In posts past, the author of this blog has stated she is on the lists of others from whom she will get their birds in case of emergency.
And again, Bird Boarding already exists, and one simply has to make arrangements prior to an emergency ever taking place. Afflac insurance will even pay for that kennel care too while a person is layed up.
If the article had said rather, this is what happened to me, if you are single or low income then you should think about making plans, so what happened to me, doesn't happen to you, I would have applauded. These kinds of reminders and wake up calls are always a good thing.
But the article tries to make the case that there's an inherent need for "another" agency or that some kind of measures need to be enacted to protect birds from low income and single owners.
I do have sympathy for what happened to her birds and her. What she went through was a nightmare without question.
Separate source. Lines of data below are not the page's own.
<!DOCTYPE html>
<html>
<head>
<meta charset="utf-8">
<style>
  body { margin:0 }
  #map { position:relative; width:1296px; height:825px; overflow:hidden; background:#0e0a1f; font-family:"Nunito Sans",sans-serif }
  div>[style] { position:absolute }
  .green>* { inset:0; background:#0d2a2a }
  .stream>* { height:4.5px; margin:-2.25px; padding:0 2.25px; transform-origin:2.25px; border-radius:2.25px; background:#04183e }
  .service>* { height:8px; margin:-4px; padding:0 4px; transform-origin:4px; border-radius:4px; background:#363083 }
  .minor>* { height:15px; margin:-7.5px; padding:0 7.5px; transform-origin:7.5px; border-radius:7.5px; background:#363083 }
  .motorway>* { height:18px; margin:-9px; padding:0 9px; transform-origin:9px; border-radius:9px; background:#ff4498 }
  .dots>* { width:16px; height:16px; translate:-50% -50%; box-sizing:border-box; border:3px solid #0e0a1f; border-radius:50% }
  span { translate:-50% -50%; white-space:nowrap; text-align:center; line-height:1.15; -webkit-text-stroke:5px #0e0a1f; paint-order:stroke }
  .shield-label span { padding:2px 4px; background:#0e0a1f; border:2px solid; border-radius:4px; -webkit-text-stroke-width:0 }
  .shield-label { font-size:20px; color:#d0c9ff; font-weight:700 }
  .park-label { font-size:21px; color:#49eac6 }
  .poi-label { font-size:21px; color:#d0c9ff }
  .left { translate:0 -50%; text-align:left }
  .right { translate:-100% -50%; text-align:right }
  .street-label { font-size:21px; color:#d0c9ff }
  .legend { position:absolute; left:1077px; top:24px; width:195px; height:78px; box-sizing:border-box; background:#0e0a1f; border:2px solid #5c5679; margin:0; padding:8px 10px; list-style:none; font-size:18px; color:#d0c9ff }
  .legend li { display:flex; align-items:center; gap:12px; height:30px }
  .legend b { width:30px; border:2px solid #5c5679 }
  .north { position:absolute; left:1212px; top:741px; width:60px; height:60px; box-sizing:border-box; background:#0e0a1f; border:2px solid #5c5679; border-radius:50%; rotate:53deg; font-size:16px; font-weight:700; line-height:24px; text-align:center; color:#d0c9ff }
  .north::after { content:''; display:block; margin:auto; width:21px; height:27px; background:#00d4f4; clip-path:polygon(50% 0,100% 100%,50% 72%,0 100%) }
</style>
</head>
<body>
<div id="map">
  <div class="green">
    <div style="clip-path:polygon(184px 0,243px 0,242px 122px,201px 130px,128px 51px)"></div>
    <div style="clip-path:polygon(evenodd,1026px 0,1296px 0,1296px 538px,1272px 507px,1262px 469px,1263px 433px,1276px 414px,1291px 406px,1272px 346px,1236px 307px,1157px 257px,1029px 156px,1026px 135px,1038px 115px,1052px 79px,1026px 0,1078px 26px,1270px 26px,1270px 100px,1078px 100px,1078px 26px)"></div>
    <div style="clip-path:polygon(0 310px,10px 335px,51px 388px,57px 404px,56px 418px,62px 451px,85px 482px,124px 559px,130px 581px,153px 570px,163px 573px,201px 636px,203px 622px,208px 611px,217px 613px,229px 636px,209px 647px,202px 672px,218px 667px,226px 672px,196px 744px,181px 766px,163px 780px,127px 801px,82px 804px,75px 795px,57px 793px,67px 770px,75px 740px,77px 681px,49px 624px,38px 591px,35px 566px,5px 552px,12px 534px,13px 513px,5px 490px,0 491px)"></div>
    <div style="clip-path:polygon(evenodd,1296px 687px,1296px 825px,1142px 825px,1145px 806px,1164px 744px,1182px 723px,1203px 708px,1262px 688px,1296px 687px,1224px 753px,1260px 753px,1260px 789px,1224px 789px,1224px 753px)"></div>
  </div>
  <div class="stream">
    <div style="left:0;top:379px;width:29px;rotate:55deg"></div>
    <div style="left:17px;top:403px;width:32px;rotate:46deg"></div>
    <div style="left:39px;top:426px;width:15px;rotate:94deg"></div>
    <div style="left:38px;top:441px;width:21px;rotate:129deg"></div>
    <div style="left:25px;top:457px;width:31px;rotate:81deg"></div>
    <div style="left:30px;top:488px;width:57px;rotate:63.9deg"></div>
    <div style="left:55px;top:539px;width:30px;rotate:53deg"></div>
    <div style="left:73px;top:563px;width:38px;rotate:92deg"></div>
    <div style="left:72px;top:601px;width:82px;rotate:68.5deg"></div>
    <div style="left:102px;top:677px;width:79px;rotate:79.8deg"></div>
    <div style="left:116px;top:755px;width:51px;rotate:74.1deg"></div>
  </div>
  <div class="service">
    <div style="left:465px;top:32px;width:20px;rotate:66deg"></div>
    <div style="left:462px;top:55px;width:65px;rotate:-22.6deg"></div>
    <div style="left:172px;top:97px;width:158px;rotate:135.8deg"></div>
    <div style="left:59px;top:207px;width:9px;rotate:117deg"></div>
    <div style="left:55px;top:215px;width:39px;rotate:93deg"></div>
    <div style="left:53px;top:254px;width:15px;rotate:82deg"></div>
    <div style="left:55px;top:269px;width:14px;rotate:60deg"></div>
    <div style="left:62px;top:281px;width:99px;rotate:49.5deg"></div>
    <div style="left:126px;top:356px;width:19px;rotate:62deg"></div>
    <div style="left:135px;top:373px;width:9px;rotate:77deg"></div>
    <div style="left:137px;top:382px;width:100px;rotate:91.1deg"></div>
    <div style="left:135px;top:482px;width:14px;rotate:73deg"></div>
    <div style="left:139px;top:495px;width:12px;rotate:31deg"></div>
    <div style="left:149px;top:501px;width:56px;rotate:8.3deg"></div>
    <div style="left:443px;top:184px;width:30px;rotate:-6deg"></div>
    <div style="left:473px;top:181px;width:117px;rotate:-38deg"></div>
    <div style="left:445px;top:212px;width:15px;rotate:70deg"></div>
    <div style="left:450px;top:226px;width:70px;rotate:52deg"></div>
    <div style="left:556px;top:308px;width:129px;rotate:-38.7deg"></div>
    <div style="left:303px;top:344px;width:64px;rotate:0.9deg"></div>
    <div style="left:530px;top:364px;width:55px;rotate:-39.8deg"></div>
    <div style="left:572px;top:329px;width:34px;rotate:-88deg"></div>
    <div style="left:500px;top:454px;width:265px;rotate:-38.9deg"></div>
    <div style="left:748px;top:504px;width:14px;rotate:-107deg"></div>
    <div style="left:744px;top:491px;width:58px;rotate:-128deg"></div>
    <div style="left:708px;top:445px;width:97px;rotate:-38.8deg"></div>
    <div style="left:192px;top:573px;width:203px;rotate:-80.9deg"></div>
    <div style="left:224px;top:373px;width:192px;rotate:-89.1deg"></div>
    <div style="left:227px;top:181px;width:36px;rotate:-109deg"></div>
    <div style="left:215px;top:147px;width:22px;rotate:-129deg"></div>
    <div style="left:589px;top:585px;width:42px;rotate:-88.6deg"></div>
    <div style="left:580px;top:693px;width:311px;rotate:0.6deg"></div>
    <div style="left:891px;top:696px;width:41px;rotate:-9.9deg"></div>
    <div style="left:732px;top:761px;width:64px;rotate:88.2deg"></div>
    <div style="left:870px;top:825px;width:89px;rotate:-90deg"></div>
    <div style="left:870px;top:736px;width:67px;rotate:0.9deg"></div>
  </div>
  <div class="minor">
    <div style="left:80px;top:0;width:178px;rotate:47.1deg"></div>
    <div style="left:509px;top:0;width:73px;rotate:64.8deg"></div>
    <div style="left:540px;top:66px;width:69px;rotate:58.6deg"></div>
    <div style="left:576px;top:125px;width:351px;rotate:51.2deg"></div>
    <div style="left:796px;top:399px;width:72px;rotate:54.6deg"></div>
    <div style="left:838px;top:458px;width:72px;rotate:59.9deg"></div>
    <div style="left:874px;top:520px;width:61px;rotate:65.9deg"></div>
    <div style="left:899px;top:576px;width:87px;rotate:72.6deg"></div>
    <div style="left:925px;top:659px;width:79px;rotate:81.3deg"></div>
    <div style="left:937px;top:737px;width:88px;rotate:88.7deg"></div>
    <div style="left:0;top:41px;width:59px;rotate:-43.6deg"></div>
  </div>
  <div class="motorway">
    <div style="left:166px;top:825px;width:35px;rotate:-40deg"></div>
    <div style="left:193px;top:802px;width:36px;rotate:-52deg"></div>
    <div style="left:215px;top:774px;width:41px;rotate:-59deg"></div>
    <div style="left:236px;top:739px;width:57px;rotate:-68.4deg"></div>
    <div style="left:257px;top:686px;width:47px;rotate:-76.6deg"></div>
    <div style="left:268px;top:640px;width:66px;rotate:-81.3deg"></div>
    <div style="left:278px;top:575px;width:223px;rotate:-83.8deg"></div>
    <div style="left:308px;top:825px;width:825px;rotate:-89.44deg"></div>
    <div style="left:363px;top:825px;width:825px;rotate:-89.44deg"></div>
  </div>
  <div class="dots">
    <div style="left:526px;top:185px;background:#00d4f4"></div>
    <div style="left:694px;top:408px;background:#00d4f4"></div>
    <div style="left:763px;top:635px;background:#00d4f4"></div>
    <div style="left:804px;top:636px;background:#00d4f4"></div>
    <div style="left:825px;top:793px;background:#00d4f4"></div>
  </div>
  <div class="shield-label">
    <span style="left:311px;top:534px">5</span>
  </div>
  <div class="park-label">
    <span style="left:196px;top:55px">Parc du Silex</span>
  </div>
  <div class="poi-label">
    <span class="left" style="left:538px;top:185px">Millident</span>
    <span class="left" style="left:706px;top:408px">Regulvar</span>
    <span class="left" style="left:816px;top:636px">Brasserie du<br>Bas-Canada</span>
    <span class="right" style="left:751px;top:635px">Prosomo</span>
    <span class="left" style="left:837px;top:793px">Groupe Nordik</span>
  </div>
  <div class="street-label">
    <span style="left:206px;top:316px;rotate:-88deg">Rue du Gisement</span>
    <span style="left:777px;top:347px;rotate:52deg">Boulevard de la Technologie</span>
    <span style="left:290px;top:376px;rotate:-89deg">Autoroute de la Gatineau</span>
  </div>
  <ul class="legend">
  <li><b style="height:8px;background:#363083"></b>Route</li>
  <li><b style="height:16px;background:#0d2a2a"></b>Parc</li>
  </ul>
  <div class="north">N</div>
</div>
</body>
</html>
I just don't believe there is justification to single out single people or low-income based on her experience, or even 3 or 4 other examples. The nightmare she went through could happen to anybody, not just a single or low income person. Nobody is ever truly 'prepared' for the worst to happen.
And again, please point out the actual hostility?
In my day scientists were a little more thick-skinned and actually desired some debate. Guess those days are gone, and facts become facts just by saying they're facts.